Что за человек этот отец Павладий — это понять очень трудно. Даже просто невозможно понять. Он и ростовщик как будто, и как будто не ростовщик, он и умен как будто, и как будто дурак, он и злой и добрый, и любознательный и невежда. Одним словом, лицо это нарисовано словно в каком-то жару, как будто бы автор имел перед собой лексикон, брал из него наудачу слова и нанизывал их одно на другое. Причем не пренебрегал и словами, слышанными случайно на улице. Всё, что ни говорит этот человек, не только к делу не имеет никакого отношения, но просто ни к чему. Священник дает Михайлову деньги за поручительством Панчуковского и лупит при этом с него жидовские проценты, с своей стороны Михайлов пристально всматривается в поповскую воспитанницу (‘пуркуа регарде?’ — спрашивает его по этому случаю отец Павладий… о читатель! не думай, чтоб эта фраза была нами выдумана, нет, она буквально красуется на 61 стр. I-го тома) и летит доложить Панчуковскому, что девица первый сорт и что она дочь какого-то убитого беглого. В это самое время, то есть покуда студент Михайлов докладывает своему патрону о результатах поручения, к отцу Павладию приходит Левенчук и вступает с ним в разговор, из которого явствует, что Левенчук и Оксана (воспитанница) любят друг друга и что священник не прочь их обвенчать, но требует, чтоб Левенчук внес за Оксану двести целковых. Часть этих денег Левенчук отдает тут же, и священник позволяет ему уйти с Оксаной под ракитку, с тем, однако ж, чтобы далее поцелуев — ‘ни-ни’.
Вот какой благодатный край это ‘некоторое государство’! Из этого же разговора видно, что Милороденко знаком с отцом Павладием и что его знает и Оксана, которая на стр. 87 даже вздыхает об нем. Это замечание необходимо нам, потому что оно впоследствии послужит к обличению г. Скавронского в непозволительной рассеянности, которой он, конечно, не мог бы иметь, если б действие его романа воистину происходило где-нибудь на земле, а не в пространстве и во времени.

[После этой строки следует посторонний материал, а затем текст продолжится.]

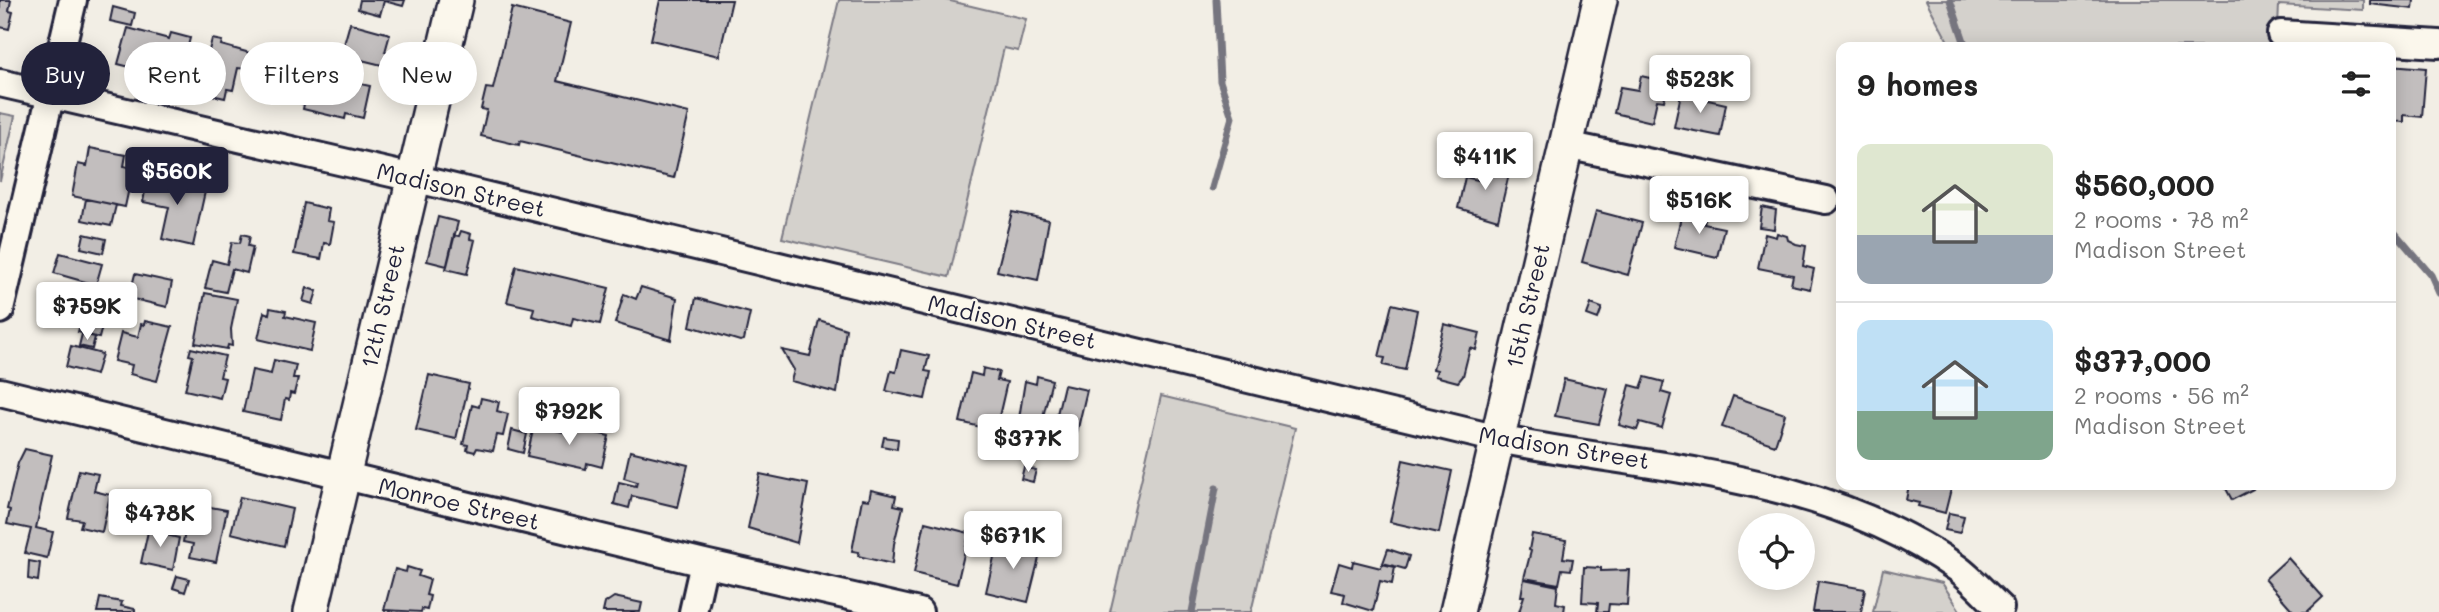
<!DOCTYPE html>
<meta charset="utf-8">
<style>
:root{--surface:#fff;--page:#f2f2f2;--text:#222;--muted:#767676;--line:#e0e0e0;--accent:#22223b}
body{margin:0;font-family:Mali,sans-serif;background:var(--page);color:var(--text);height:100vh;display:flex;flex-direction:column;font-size:26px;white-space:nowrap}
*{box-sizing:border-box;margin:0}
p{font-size:23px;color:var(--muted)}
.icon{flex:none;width:38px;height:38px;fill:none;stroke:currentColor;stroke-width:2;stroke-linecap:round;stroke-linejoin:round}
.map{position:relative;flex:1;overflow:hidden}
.drawer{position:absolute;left:1836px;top:42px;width:560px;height:448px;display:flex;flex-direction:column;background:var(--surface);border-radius:14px;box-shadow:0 4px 18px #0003}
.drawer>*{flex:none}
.top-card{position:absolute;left:21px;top:42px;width:665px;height:63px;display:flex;gap:14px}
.fabs{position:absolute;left:1738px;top:513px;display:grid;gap:14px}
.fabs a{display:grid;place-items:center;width:77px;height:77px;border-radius:50%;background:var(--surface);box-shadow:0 4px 18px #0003;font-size:35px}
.price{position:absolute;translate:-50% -60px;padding:0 16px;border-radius:7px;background:#fff;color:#222;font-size:23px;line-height:46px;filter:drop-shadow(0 2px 4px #0008)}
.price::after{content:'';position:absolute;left:50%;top:42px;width:21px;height:16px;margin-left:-10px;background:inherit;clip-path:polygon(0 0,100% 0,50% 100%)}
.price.active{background:var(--accent);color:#fff}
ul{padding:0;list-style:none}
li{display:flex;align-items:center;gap:21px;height:175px;padding:0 21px}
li+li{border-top:2px solid var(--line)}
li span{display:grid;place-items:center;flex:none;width:196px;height:140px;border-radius:14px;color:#555}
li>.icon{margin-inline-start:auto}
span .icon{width:84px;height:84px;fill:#fffc;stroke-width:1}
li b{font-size:30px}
h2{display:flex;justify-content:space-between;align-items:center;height:84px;padding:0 21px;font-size:30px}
.tag{padding:0 24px;border-radius:32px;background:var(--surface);box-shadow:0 4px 18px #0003;font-size:24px;line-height:63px}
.tag.active{background:var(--accent);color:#fff}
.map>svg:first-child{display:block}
</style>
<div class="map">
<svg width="2439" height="612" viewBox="0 0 2439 612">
<rect width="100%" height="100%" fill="#f2eee5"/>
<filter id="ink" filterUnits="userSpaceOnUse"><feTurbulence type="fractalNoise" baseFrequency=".0143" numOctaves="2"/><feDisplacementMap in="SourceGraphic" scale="14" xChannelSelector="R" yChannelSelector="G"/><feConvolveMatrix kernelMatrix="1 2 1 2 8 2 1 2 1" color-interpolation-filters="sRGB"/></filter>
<g filter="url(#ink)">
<path fill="#d4d1cc" stroke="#7b7a84" stroke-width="2" d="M839 0H946L1026 19 1018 51 1004 48 949 277 782 238Z
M1926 0H2363V10L2279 5 2277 47H1951Z
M0 113 15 116 0 181Z
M1161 396 1295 428 1251 612H1110Z
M1883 569 1942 583 1961 612H1873Z"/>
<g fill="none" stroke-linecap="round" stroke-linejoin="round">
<path stroke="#76747f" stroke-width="7" d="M1950 0 1966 47
M1212 188 1232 117 1220 81 1216 0
M2390 227 2431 275 2439 293
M1192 612 1216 488"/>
</g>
<path fill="#c2bebe" stroke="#22223b" stroke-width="2" d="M0 0H11L9 11 13 12 9 29 0 27Z
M360 0H405L403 6 384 1 380 15 358 9Z
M660 0H732L719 56 651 40Z
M2370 0H2414L2413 9 2370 4Z
M113 7 135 13 132 26 110 21Z
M512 8 571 23 557 81 689 113 674 178 520 141 519 145 481 136 487 110 481 109 486 88 493 89Z
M350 23 390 34 385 52H388L386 66 341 55Z
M128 28 169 39 171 33 190 38 183 66 173 64 171 69 168 68 167 74 162 75 118 64Z
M212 39 222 41 221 45 250 53 246 69 238 68 233 90 227 89 225 98 198 92Z
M2390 65 2426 68 2422 117 2404 115V122L2390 121Z
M294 68 314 73 315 68 352 77 351 82 370 86 363 118 346 114 345 119 303 109 304 104 286 100Z
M1641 76 1668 82 1664 101 1657 100 1652 122 1614 113 1620 87 1638 90Z
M1681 94 1726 104 1720 136 1674 127Z
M90 148 126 155 124 166 139 170 136 189 129 188 125 207 72 196 78 164 87 166Z
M1482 163 1510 170 1498 220 1458 208 1465 177 1478 180Z
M148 175 206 187 193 246 162 239 169 207 143 202Z
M86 199 116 205 111 226 82 220Z
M304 203 329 209 327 221 334 222 330 244 324 243 321 259 294 254Z
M1762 207 1776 210 1774 229 1759 227Z
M1596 211 1642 223 1628 275 1582 262Z
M1012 212 1049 220 1038 280 997 271Z
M1697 214 1706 216 1704 224 1724 228 1717 257 1674 247 1681 217 1695 220Z
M438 217 458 222 447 266 427 261Z
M461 231 471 234 470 239 475 240 467 274 446 269 454 235 459 236Z
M1777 233 1787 236 1788 240 1796 244 1806 246 1803 266 1814 269 1810 289 1791 285 1793 275 1758 268 1765 234 1776 237Z
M84 234 106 239 103 253 81 248Z
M242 234 250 236 248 246 253 247 247 273 232 269 226 292 205 288 212 260 227 264 232 242 240 243Z
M60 253 102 264 96 285 54 273Z
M516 266 609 288 600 324 573 318 571 326 532 316 534 308 507 302Z
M135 274 172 282 167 307 129 298Z
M641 287 677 298 671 340 615 323 624 294 636 299Z
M307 288 317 291 313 304 303 301Z
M205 293 237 299 231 329 232 346 228 345 227 349 195 343Z
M696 298 750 313 744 340 740 341 690 326Z
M1392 304 1417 310 1405 370 1383 365 1385 358 1379 357Z
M1591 304 1602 308 1598 319 1587 315Z
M85 306 106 311 99 338 78 332Z
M270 308 286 311 285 316 316 323 310 351 258 339 264 312 269 314Z
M819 320 846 329 837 393 791 381 794 370 782 350 810 356Z
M145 321 172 327 157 381 130 374 132 365 114 361 121 333 138 337 141 324 144 325Z
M1444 324 1480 333 1476 350 1470 348 1463 376 1458 382 1435 376 1437 370 1433 369Z
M82 334 95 337 92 349 79 346Z
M71 346 102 354 96 375 66 367Z
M191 348 225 356 220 377 225 378 220 398 185 390 193 356 189 355Z
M901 350 929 356 925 371 931 372 925 399 886 391 891 371 896 372Z
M274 360 296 365 293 378H298L294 394 290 393 289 400 285 399 281 420 243 412 252 370 271 374Z
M983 368 999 372 997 380 1007 382 997 425 986 423 985 428 960 422 971 373 982 376Z
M429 375 469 384 456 439 416 430Z
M1037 376 1052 380 1039 433 1034 442 1016 437 1025 381 1036 384Z
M1645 377 1664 382 1661 392 1671 395 1662 428 1640 422 1637 430 1619 425 1630 385 1641 388Z
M1564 379 1608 389 1599 424 1555 416Z
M1064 385 1087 390 1074 445 1051 439Z
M1733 396 1785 414 1775 445 1722 427Z
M481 398 499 402 497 411 508 414 503 436 497 435 493 451 477 448 475 452 467 450 468 445 463 444 472 405 479 407Z
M534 426 574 434 575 428 609 436 602 467 587 463 586 469 527 456Z
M512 430 527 434 523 453 508 449Z
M884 437 898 439 897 449 882 446Z
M25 449 52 455 36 528 53 532 47 558 25 553 31 529 7 524 10 510 7 509 18 463Z
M630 451 688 465 678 507 632 496 629 508 614 504 619 482 636 486 637 482 624 478Z
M1403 460 1452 471 1439 533 1390 522Z
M1024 467 1036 470 1033 482 1021 479Z
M79 470 98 474 94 491 110 495 102 532 80 527 82 520 68 518Z
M760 474 808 484 797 543 748 528Z
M1909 485H1952L1945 513 1918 506 1919 503 1906 500Z
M2224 485H2251L2253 489 2232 500Z
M871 490 896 496 894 505 903 507 894 544 892 564 858 556 859 552 852 551 862 499 869 500Z
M240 497 292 509 284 546 231 533Z
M205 506 227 510 216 562 190 557 193 544 183 542 188 515 203 518Z
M1949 513 1964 516 1960 533 1945 530Z
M925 522 969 533 957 584 914 573Z
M149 527 167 531 166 535 179 538 173 570 141 563Z
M1532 534 1566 540 1563 558 1573 559 1571 570 1562 569 1559 584 1524 578 1531 551 1529 550Z
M998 540 1041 550 1028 602 986 592Z
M1388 549 1409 556 1405 569 1383 563Z
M2288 558 2323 597 2307 612H2294L2265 579Z
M29 561 40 563 38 581 28 579Z
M1353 561 1381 568 1382 564 1395 567 1392 584 1380 581 1373 611 1343 602 1345 594 1331 591 1339 563 1352 567Z
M407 567 420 571 418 576 430 580 426 595 430 596 427 610 422 609 421 612 384 610 395 569 406 572Z
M1584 567 1601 568V571L1629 570 1627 605 1609 604 1608 612H1597L1598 603 1582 602Z
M177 576 189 579 185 592 173 588Z
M1524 579 1558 586 1556 603 1565 605 1564 612H1519L1524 596H1521Z
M1818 581 1865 589 1861 612H1813Z
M614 597 642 603 640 612H603L605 603Z
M100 598 122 602 121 606 135 609V612H97Z"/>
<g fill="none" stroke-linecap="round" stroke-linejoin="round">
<defs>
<path id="minor" d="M2281 34 2439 44
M0 83 413 178 1498 439C1655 470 1821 472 1957 568 1972 579 1986 595 2000 608
M1566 145 1826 200
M0 310 73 0
M0 392 704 563 919 612
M693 612 704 563"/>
<path id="tertiary" d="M311 612 456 0
M1457 612 1600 0"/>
</defs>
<use href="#minor" stroke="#22223b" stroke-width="32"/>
<use href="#tertiary" stroke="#22223b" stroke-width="38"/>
<use href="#minor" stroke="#fbf7ec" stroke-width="26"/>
<use href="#tertiary" stroke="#fbf7ec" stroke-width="33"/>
</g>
</g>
<g text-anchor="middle" stroke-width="5" stroke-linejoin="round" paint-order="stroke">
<g font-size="23" fill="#22223b" stroke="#fbf7ec">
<text transform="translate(461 190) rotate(13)" y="8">Madison Street</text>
<text transform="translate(383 306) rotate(-77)" y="8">12th Street</text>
<text transform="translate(1528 306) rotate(-77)" y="8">15th Street</text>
<text transform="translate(1012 322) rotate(13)" y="8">Madison Street</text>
<text transform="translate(1564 448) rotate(9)" y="8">Madison Street</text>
<text transform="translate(459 504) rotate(13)" y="8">Monroe Street</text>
</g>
</g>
</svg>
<div class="fabs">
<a><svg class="icon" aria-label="locate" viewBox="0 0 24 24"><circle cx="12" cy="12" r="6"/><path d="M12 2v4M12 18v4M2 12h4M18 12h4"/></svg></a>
</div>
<b class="price" style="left:1700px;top:115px">$523K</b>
<b class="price" style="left:1485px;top:192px">$411K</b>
<b class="price active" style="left:177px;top:207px">$560K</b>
<b class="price" style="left:1699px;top:236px">$516K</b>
<b class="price" style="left:87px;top:342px">$759K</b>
<b class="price" style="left:569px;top:447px">$792K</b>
<b class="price" style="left:1028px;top:474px">$377K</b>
<b class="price" style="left:160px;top:549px">$478K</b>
<b class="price" style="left:1013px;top:571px">$671K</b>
<div class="top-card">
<a class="tag active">Buy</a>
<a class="tag">Rent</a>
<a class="tag">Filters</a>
<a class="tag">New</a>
</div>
<section class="drawer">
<h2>9 homes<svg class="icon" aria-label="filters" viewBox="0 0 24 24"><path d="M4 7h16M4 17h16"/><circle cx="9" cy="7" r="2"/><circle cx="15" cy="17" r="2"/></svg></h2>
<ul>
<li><span style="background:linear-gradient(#dfe7d0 65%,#9aa5b1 0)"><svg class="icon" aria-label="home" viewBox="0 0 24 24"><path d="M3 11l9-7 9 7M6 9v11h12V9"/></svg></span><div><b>$560,000</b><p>2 rooms · 78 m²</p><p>Madison Street</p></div></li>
<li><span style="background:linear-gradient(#bfe0f5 65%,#7fa58c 0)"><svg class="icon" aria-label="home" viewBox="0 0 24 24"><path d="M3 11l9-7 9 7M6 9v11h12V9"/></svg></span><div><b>$377,000</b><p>2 rooms · 56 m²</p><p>Madison Street</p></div></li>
</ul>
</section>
</div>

Итак, покуда перед нами семь действующих лиц: Панчуковский, Левенчук, Милороденко, Шульцвейн, студент Михайлов, отец Павладий и Оксана. Зачем являются они в романе? Яснее мы это увидим впоследствии, но уже и теперь для всякого читателя понятно, что студент Михайлов и колонист Шульцвейн — лица совершенно ненужные, что их можно было бы, без всякого ущерба, соединить в одно лицо, или же заменить Милороденкой, или же, наконец, и совсем выбросить. Результат был бы тот, что печатной бумаги оказалось бы меньше — и только.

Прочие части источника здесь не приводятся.